Suppose that a finite group $$H$$ verify some relations $$R$$ ($$R$$ finite) on some generators $$h_i$$ ($$I$$ finite). Suppose that a word $$w$$ in the $$h_i$$ is equal to $$1$$ in $$H$$ but can't be written as a concatenation of the conjugate of the relators in $$R$$. Does there always exists a finite group $$H'$$ such that $$H$$ is a homomorphic image of $$H'$$ but $$w$$ is not $$1$$ in $$H'$$ ?

 added ($$R$$ and $$I$$ finite in the above rephasing).

• The groups satisfying such a property are the quotient of the group $H$ defined by this presentation (in the usual sense) by normal subgroups that are contained in the finite residual (=intersection of finite index subgroups of $H$).
– YCor
Oct 15 at 9:10
• Your rephrased question is equivalent to whether every group is residually finite (take $H=1$).
– YCor
Oct 15 at 9:13
• @YCor: So I guess my question is : is any finite group residually finite. Wikipedia claims it is.
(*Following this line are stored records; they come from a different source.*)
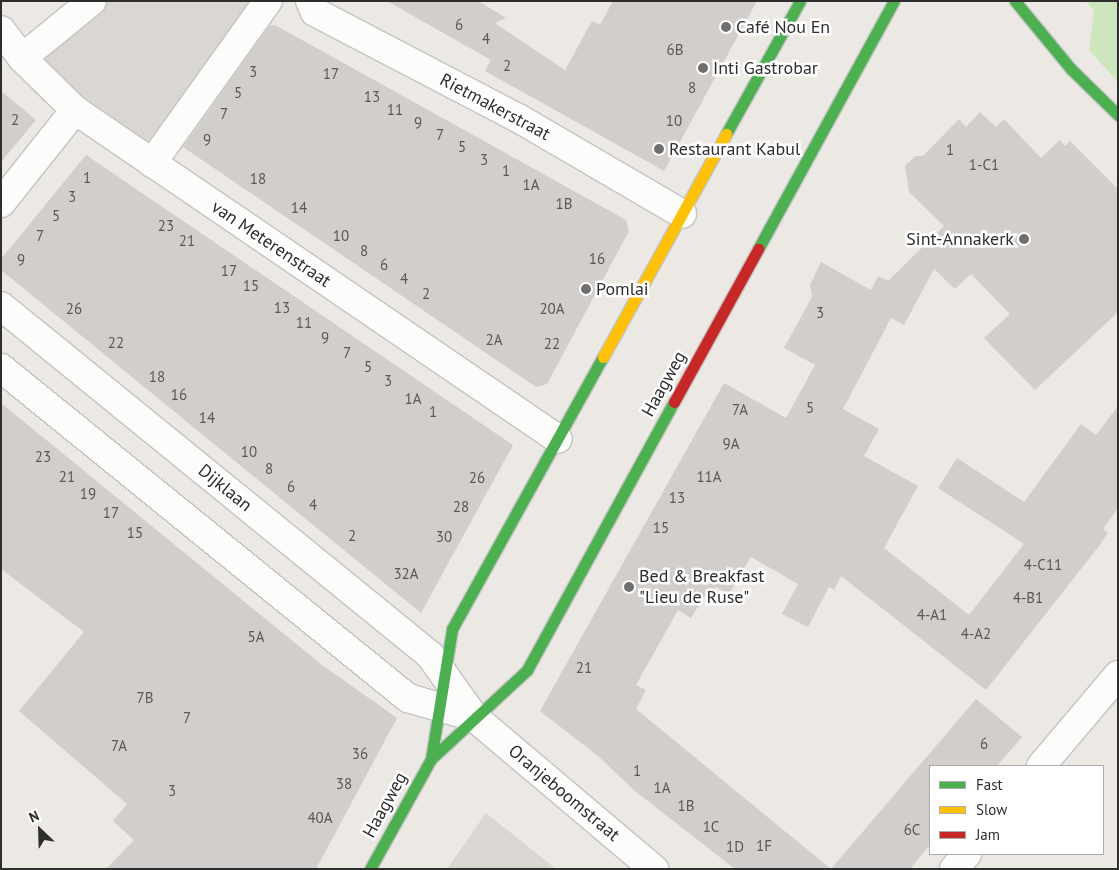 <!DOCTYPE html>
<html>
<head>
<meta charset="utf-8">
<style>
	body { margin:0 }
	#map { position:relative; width:1119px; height:870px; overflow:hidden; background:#ece8e4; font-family:"PT Sans",sans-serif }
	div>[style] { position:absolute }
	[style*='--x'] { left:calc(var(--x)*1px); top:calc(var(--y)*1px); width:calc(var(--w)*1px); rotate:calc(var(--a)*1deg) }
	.green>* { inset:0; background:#cee6be }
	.plaza>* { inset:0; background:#dad6d2 }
	.building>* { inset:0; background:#d1cecb }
	.roads { filter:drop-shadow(1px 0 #c5c4c5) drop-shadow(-1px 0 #c5c4c5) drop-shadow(0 1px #c5c4c5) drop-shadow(0 -1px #c5c4c5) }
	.street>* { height:28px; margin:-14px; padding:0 14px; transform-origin:14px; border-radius:14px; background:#fcfcfb }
	.fast>* { height:11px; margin:-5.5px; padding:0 5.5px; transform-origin:5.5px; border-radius:5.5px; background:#4caf50 }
	.slow>* { height:11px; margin:-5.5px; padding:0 5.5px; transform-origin:5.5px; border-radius:5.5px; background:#ffc107 }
	.jam>* { height:11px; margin:-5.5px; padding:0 5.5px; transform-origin:5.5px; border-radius:5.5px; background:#c62828 }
	.dots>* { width:14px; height:14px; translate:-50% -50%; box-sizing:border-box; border:2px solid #fff; border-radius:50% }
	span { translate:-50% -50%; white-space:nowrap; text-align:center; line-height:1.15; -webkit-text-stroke:5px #fff; paint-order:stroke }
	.number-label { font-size:15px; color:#585857 }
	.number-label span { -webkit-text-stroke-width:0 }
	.poi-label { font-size:18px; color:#2e2e2e }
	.left { translate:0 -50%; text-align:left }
	.right { translate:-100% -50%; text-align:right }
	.street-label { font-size:18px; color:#2e2e2e }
	.frame { position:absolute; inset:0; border:2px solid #2e2e2e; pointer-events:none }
	.legend { position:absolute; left:929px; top:765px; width:175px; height:90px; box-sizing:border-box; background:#fff; border:1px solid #ababab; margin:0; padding:6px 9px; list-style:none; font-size:15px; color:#2e2e2e }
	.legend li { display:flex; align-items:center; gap:10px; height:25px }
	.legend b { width:25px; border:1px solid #ababab }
	.north { position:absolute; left:15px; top:805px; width:50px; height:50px; -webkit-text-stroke:4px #fff; paint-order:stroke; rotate:336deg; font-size:14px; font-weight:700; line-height:20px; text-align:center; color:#2e2e2e }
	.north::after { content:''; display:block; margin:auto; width:18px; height:22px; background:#2e2e2e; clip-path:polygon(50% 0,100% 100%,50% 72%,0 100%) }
</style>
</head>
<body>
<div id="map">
	<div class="green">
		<i style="clip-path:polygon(1086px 1px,1118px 1px,1118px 82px,1089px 50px,1094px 11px)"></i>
	</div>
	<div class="plaza">
		<i style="clip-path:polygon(92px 1px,268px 1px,152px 163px,22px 58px)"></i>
		<i style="clip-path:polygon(486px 813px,556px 869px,447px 869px)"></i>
	</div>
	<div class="building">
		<i style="clip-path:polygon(387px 1px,478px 1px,506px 18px,495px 23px,565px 70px,592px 21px,600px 25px,613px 1px,757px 1px,664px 171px,485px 71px,491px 60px)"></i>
		<i style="clip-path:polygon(275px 25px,626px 220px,629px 231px,547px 384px,536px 387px,183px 147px,269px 26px)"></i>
		<i style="clip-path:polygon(1px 91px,36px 120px,1px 162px)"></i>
		<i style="clip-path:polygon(980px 112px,996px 127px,1004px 119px,1041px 158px,1060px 140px,1065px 146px,1070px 141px,1118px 189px,1118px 312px,1035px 390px,984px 338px,1010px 314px,971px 274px,955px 289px,934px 269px,904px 325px,891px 318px,843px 409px,879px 429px,864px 456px,918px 486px,884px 548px,969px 615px,1024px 544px,938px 488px,957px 458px,1024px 502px,1081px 424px,1096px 435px,1118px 406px,1118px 508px,1103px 529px,1108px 533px,1099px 546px,986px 690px,841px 576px,834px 590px,829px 587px,808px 627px,782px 614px,798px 584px,751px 557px,729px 594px,716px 587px,710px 596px,706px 594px,691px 618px,678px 610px,636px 685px,646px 690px,636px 709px,831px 869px,735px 869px,635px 791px,598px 756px,540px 711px,724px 383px,786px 418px,815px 365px,784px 348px,812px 297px,810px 285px,821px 262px,871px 290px,878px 276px,888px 281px,944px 226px,909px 192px,905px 166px,915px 156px,923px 156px,959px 119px,966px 127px)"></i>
		<i style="clip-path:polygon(86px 155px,513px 445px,421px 613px,1px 270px,1px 259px)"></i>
		<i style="clip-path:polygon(1px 403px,322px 665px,397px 718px,316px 869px,106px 869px,134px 840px,113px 821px,127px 804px,19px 711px,84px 632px,1px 569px)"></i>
		<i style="clip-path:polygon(976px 699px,1022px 737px,997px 766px,930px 766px,930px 845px,910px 869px,831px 869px)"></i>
	</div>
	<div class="roads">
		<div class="street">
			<i style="--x:310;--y:1;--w:12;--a:66"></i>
			<i style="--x:315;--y:12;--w:229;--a:27.6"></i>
			<i style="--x:518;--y:118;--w:190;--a:30.3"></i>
			<i style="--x:1;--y:30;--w:35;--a:53"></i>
			<i style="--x:22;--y:58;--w:74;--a:44.5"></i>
			<i style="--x:75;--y:110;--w:584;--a:34.26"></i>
			<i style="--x:22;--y:58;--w:90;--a:-39.2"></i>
			<i style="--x:152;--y:163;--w:199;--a:-54.4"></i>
			<i style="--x:1;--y:203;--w:119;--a:-51.5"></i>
			<i style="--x:1;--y:306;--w:553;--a:39.13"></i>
			<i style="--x:430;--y:655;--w:76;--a:54.6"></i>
			<i style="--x:474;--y:717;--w:236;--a:40.2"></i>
			<i style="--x:1;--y:368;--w:524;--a:39.04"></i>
			<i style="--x:408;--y:698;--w:57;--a:16.2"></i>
			<i style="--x:1041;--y:766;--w:119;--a:-49.8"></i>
			<i style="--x:954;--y:869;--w:20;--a:-49"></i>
		</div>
		<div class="fast">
			<i style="--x:1015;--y:1;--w:88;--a:50.5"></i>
			<i style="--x:1071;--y:69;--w:66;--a:44.4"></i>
			<i style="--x:726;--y:134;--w:152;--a:-60.9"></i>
			<i style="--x:758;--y:249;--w:283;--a:-61.3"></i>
			<i style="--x:431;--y:759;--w:132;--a:-80.8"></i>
			<i style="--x:452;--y:629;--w:311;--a:-61"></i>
			<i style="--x:370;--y:869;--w:126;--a:-61"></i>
			<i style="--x:431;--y:759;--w:131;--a:-42.8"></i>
			<i style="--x:527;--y:670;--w:306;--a:-61.3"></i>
		</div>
		<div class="slow">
			<i style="--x:603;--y:357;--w:255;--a:-61.1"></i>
		</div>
		<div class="jam">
			<i style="--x:674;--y:402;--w:175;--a:-61.2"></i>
		</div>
	</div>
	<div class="dots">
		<i style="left:726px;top:27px;background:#706f6e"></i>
		<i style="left:703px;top:68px;background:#706f6e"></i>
		<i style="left:659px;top:149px;background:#706f6e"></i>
		<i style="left:1024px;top:239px;background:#706f6e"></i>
		<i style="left:586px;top:289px;background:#706f6e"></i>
		<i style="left:629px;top:587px;background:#706f6e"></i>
	</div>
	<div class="number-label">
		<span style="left:459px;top:25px">6</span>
		<span style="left:486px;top:39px">4</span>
		<span style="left:675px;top:50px">6B</span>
		<span style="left:507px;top:66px">2</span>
		<span style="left:253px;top:72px">3</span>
		<span style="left:331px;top:74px">17</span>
		<span style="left:692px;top:88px">8</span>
		<span style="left:238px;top:93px">5</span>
		<span style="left:372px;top:97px">13</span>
		<span style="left:395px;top:110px">11</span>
		<span style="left:224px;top:114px">7</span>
		<span style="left:15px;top:120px">2</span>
		<span style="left:674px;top:121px">10</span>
		<span style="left:418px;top:123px">9</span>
		<span style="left:440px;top:135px">7</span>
		<span style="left:207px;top:140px">9</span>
		<span style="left:462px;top:147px">5</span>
		<span style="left:950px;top:150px">1</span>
		<span style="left:484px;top:160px">3</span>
		<span style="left:984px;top:165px">1-C1</span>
		<span style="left:506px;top:171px">1</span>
		<span style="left:87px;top:178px">1</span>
		<span style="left:258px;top:179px">18</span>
		<span style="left:531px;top:185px">1A</span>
		<span style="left:72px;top:197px">3</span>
		<span style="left:564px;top:204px">1B</span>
		<span style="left:299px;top:208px">14</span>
		<span style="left:56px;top:216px">5</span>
		<span style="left:166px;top:226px">23</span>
		<span style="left:40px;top:236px">7</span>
		<span style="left:341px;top:236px">10</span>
		<span style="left:187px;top:241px">21</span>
		<span style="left:364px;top:251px">8</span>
		<span style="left:597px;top:259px">16</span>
		<span style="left:21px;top:260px">9</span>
		<span style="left:384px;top:265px">6</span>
		<span style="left:229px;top:271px">17</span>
		<span style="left:404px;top:279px">4</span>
		<span style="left:251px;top:286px">15</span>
		<span style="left:426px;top:294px">2</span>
		<span style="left:282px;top:308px">13</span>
		<span style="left:74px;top:309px">26</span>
		<span style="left:552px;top:309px">20A</span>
		<span style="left:820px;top:313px">3</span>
		<span style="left:304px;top:323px">11</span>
		<span style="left:325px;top:338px">9</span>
		<span style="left:494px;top:340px">2A</span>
		<span style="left:116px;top:343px">22</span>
		<span style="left:552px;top:344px">22</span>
		<span style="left:347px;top:353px">7</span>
		<span style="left:368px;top:367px">5</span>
		<span style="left:157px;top:377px">18</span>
		<span style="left:388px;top:381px">3</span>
		<span style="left:179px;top:395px">16</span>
		<span style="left:413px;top:399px">1A</span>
		<span style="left:810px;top:408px">5</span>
		<span style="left:740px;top:410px">7A</span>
		<span style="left:433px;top:412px">1</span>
		<span style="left:207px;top:418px">14</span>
		<span style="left:731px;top:444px">9A</span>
		<span style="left:249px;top:452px">10</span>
		<span style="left:43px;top:457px">23</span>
		<span style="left:269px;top:469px">8</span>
		<span style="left:67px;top:477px">21</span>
		<span style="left:709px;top:477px">11A</span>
		<span style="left:477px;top:478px">26</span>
		<span style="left:291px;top:487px">6</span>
		<span style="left:88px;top:494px">19</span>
		<span style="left:677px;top:498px">13</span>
		<span style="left:313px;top:505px">4</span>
		<span style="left:461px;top:507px">28</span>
		<span style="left:111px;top:513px">17</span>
		<span style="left:661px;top:528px">15</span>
		<span style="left:135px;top:533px">15</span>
		<span style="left:352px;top:536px">2</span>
		<span style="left:444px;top:537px">30</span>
		<span style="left:1043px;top:565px">4-C11</span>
		<span style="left:406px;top:574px">32A</span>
		<span style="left:1028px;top:598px">4-B1</span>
		<span style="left:932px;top:615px">4-A1</span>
		<span style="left:976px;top:634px">4-A2</span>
		<span style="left:256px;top:637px">5A</span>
		<span style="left:584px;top:668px">21</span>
		<span style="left:145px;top:698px">7B</span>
		<span style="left:187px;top:718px">7</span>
		<span style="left:984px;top:744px">6</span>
		<span style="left:119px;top:746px">7A</span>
		<span style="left:360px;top:754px">36</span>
		<span style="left:637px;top:771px">1</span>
		<span style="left:344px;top:784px">38</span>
		<span style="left:662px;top:788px">1A</span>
		<span style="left:172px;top:791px">3</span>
		<span style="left:686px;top:806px">1B</span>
		<span style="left:320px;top:818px">40A</span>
		<span style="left:711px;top:827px">1C</span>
		<span style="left:912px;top:830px">6C</span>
		<span style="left:764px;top:846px">1F</span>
		<span style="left:735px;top:847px">1D</span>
	</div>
	<div class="poi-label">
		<span class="left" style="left:736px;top:27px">Café Nou En</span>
		<span class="left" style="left:713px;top:68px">Inti Gastrobar</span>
		<span class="left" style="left:669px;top:149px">Restaurant Kabul</span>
		<span class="right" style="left:1014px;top:239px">Sint-Annakerk</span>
		<span class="left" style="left:596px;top:289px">Pomlai</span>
		<span class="left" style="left:639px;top:587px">Bed &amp; Breakfast<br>"Lieu de Ruse"</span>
	</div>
	<div class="street-label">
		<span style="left:495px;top:107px;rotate:28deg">Rietmakerstraat</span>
		<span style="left:271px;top:244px;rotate:34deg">van Meterenstraat</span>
		<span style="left:664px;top:384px;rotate:-61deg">Haagweg</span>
		<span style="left:225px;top:488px;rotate:39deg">Dijklaan</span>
		<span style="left:564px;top:793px;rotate:40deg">Oranjeboomstraat</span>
		<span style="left:385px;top:805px;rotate:-61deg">Haagweg</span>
	</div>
	<div class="frame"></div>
	<ul class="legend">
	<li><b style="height:6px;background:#4caf50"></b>Fast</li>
	<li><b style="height:6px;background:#ffc107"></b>Slow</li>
	<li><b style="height:6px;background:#c62828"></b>Jam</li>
	</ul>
	<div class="north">N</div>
</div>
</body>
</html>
Do you have any reference for that ? I'm coming from algebraic combinatorics and I'm mostly knowledgable in Coxeter groups where it goes to group theory. Oct 15 at 9:18
• @YCor: I should have written one or two more finite in the rephrasing ! Anyway having an infinite presentation (either in the generator or the relations) for a finite group seems to be silly to me... Oct 15 at 13:34
• @hivert but the core of the issue in your question lies in presentations of the trivial group. So no, it's definitely not silly and let me give an example: generators $h_n=1$ ($n\ge 0$), with relators $h_{n+1}^2=h_n$ $\forall n\ge 0$ and $h_0^2=1$. Then such relators in a finite group force $h_0=1$ (and, by induction force $h_n=1$ for all $n$). But $h_0=1$ does not formally follow from these relators, since it is easy to find an infinite group with such elements with these relations, but $h_0\neq 1$.
– YCor
Oct 15 at 14:20

A well-known example, due to G. Higman, of an infinite finitely presented group with no nontrivial finite quotients is $$G = \langle a,b,c,d \mid a^{-1}ba=b^2,b^{-1}cb=c^2,c^{-1}dc=d^2,d^{-1}ad=a^2 \rangle.$$ Proving it has no nontrivial finite quotients is elementary and a nice exercise. The idea is to prove that $$f(a) < f(b) < f(c) < f(d) < f(a)$$, where $$f(g)$$ is the smallest prime factor of the order of $$g$$ in a candidate for a nontrivial finite quotient.
But according to your definition of a presentation of a finite group, this presentation would define the trivial group, because there are no other finite homomorphic images of $$G$$.